*** Available records

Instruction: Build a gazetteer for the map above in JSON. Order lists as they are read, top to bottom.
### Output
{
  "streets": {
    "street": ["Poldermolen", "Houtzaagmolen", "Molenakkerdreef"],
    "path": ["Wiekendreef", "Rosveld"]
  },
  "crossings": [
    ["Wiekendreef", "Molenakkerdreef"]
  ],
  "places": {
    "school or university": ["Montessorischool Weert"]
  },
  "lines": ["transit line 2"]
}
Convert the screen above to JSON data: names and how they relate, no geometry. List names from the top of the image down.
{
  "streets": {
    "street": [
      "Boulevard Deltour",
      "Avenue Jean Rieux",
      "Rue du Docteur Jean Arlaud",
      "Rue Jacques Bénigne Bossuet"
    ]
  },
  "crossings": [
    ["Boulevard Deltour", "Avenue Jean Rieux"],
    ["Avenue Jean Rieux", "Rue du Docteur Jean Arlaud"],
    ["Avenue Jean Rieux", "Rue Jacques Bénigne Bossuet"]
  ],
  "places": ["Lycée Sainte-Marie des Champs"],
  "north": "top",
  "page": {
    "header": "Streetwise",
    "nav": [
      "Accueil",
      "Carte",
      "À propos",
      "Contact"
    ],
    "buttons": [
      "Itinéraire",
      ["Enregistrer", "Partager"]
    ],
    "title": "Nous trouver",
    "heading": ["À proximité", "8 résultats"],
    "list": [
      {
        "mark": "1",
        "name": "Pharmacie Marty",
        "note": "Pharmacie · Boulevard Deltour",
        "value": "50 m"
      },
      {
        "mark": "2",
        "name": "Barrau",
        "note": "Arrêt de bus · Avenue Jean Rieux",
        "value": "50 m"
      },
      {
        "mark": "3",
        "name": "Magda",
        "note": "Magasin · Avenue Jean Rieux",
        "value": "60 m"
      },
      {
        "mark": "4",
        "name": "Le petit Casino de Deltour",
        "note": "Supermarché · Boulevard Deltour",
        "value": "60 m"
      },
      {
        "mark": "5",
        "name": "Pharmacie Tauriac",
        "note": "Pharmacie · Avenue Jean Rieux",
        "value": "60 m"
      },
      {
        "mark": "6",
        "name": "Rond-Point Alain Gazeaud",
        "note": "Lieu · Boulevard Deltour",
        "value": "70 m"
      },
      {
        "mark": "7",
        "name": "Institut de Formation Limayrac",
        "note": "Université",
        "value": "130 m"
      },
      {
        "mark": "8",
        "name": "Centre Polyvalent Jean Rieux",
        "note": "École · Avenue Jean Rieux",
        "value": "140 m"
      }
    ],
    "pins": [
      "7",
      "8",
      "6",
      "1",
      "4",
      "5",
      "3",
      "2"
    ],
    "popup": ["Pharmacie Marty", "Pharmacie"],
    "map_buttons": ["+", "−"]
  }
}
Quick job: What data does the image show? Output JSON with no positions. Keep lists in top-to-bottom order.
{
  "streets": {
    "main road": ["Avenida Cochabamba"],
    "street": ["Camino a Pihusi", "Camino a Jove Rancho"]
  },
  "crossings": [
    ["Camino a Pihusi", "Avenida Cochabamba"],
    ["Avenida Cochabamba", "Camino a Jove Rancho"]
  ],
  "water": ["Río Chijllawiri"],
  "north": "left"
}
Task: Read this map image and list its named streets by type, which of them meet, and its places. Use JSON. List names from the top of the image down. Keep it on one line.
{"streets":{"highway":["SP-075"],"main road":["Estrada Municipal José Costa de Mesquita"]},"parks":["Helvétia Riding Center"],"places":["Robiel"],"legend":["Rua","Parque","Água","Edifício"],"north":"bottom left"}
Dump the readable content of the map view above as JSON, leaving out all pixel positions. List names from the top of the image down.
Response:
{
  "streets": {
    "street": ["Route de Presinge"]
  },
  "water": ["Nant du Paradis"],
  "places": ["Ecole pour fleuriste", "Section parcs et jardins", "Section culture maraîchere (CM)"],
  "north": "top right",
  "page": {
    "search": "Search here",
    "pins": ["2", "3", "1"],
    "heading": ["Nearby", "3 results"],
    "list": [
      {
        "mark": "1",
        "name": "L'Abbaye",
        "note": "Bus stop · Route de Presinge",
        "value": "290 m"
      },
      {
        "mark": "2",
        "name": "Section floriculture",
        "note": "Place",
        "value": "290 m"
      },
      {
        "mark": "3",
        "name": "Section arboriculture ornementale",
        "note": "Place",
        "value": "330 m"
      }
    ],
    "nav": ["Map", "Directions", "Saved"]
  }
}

******

Goal of the exercise = Your reply should consist of the records, copied exactly.

Answer space =
Instruction: Build a gazetteer for the map above in JSON. Order lists as they are read, top to bottom.
### Output
{
  "streets": {
    "street": ["Poldermolen", "Houtzaagmolen", "Molenakkerdreef"],
    "path": ["Wiekendreef", "Rosveld"]
  },
  "crossings": [
    ["Wiekendreef", "Molenakkerdreef"]
  ],
  "places": {
    "school or university": ["Montessorischool Weert"]
  },
  "lines": ["transit line 2"]
}
Convert the screen above to JSON data: names and how they relate, no geometry. List names from the top of the image down.
{
  "streets": {
    "street": [
      "Boulevard Deltour",
      "Avenue Jean Rieux",
      "Rue du Docteur Jean Arlaud",
      "Rue Jacques Bénigne Bossuet"
    ]
  },
  "crossings": [
    ["Boulevard Deltour", "Avenue Jean Rieux"],
    ["Avenue Jean Rieux", "Rue du Docteur Jean Arlaud"],
    ["Avenue Jean Rieux", "Rue Jacques Bénigne Bossuet"]
  ],
  "places": ["Lycée Sainte-Marie des Champs"],
  "north": "top",
  "page": {
    "header": "Streetwise",
    "nav": [
      "Accueil",
      "Carte",
      "À propos",
      "Contact"
    ],
    "buttons": [
      "Itinéraire",
      ["Enregistrer", "Partager"]
    ],
    "title": "Nous trouver",
    "heading": ["À proximité", "8 résultats"],
    "list": [
      {
        "mark": "1",
        "name": "Pharmacie Marty",
        "note": "Pharmacie · Boulevard Deltour",
        "value": "50 m"
      },
      {
        "mark": "2",
        "name": "Barrau",
        "note": "Arrêt de bus · Avenue Jean Rieux",
        "value": "50 m"
      },
      {
        "mark": "3",
        "name": "Magda",
        "note": "Magasin · Avenue Jean Rieux",
        "value": "60 m"
      },
      {
        "mark": "4",
        "name": "Le petit Casino de Deltour",
        "note": "Supermarché · Boulevard Deltour",
        "value": "60 m"
      },
      {
        "mark": "5",
        "name": "Pharmacie Tauriac",
        "note": "Pharmacie · Avenue Jean Rieux",
        "value": "60 m"
      },
      {
        "mark": "6",
        "name": "Rond-Point Alain Gazeaud",
        "note": "Lieu · Boulevard Deltour",
        "value": "70 m"
      },
      {
        "mark": "7",
        "name": "Institut de Formation Limayrac",
        "note": "Université",
        "value": "130 m"
      },
      {
        "mark": "8",
        "name": "Centre Polyvalent Jean Rieux",
        "note": "École · Avenue Jean Rieux",
        "value": "140 m"
      }
    ],
    "pins": [
      "7",
      "8",
      "6",
      "1",
      "4",
      "5",
      "3",
      "2"
    ],
    "popup": ["Pharmacie Marty", "Pharmacie"],
    "map_buttons": ["+", "−"]
  }
}
Quick job: What data does the image show? Output JSON with no positions. Keep lists in top-to-bottom order.
{
  "streets": {
    "main road": ["Avenida Cochabamba"],
    "street": ["Camino a Pihusi", "Camino a Jove Rancho"]
  },
  "crossings": [
    ["Camino a Pihusi", "Avenida Cochabamba"],
    ["Avenida Cochabamba", "Camino a Jove Rancho"]
  ],
  "water": ["Río Chijllawiri"],
  "north": "left"
}
Task: Read this map image and list its named streets by type, which of them meet, and its places. Use JSON. List names from the top of the image down. Keep it on one line.
{"streets":{"highway":["SP-075"],"main road":["Estrada Municipal José Costa de Mesquita"]},"parks":["Helvétia Riding Center"],"places":["Robiel"],"legend":["Rua","Parque","Água","Edifício"],"north":"bottom left"}
Dump the readable content of the map view above as JSON, leaving out all pixel positions. List names from the top of the image down.
Response:
{
  "streets": {
    "street": ["Route de Presinge"]
  },
  "water": ["Nant du Paradis"],
  "places": ["Ecole pour fleuriste", "Section parcs et jardins", "Section culture maraîchere (CM)"],
  "north": "top right",
  "page": {
    "search": "Search here",
    "pins": ["2", "3", "1"],
    "heading": ["Nearby", "3 results"],
    "list": [
      {
        "mark": "1",
        "name": "L'Abbaye",
        "note": "Bus stop · Route de Presinge",
        "value": "290 m"
      },
      {
        "mark": "2",
        "name": "Section floriculture",
        "note": "Place",
        "value": "290 m"
      },
      {
        "mark": "3",
        "name": "Section arboriculture ornementale",
        "note": "Place",
        "value": "330 m"
      }
    ],
    "nav": ["Map", "Directions", "Saved"]
  }
}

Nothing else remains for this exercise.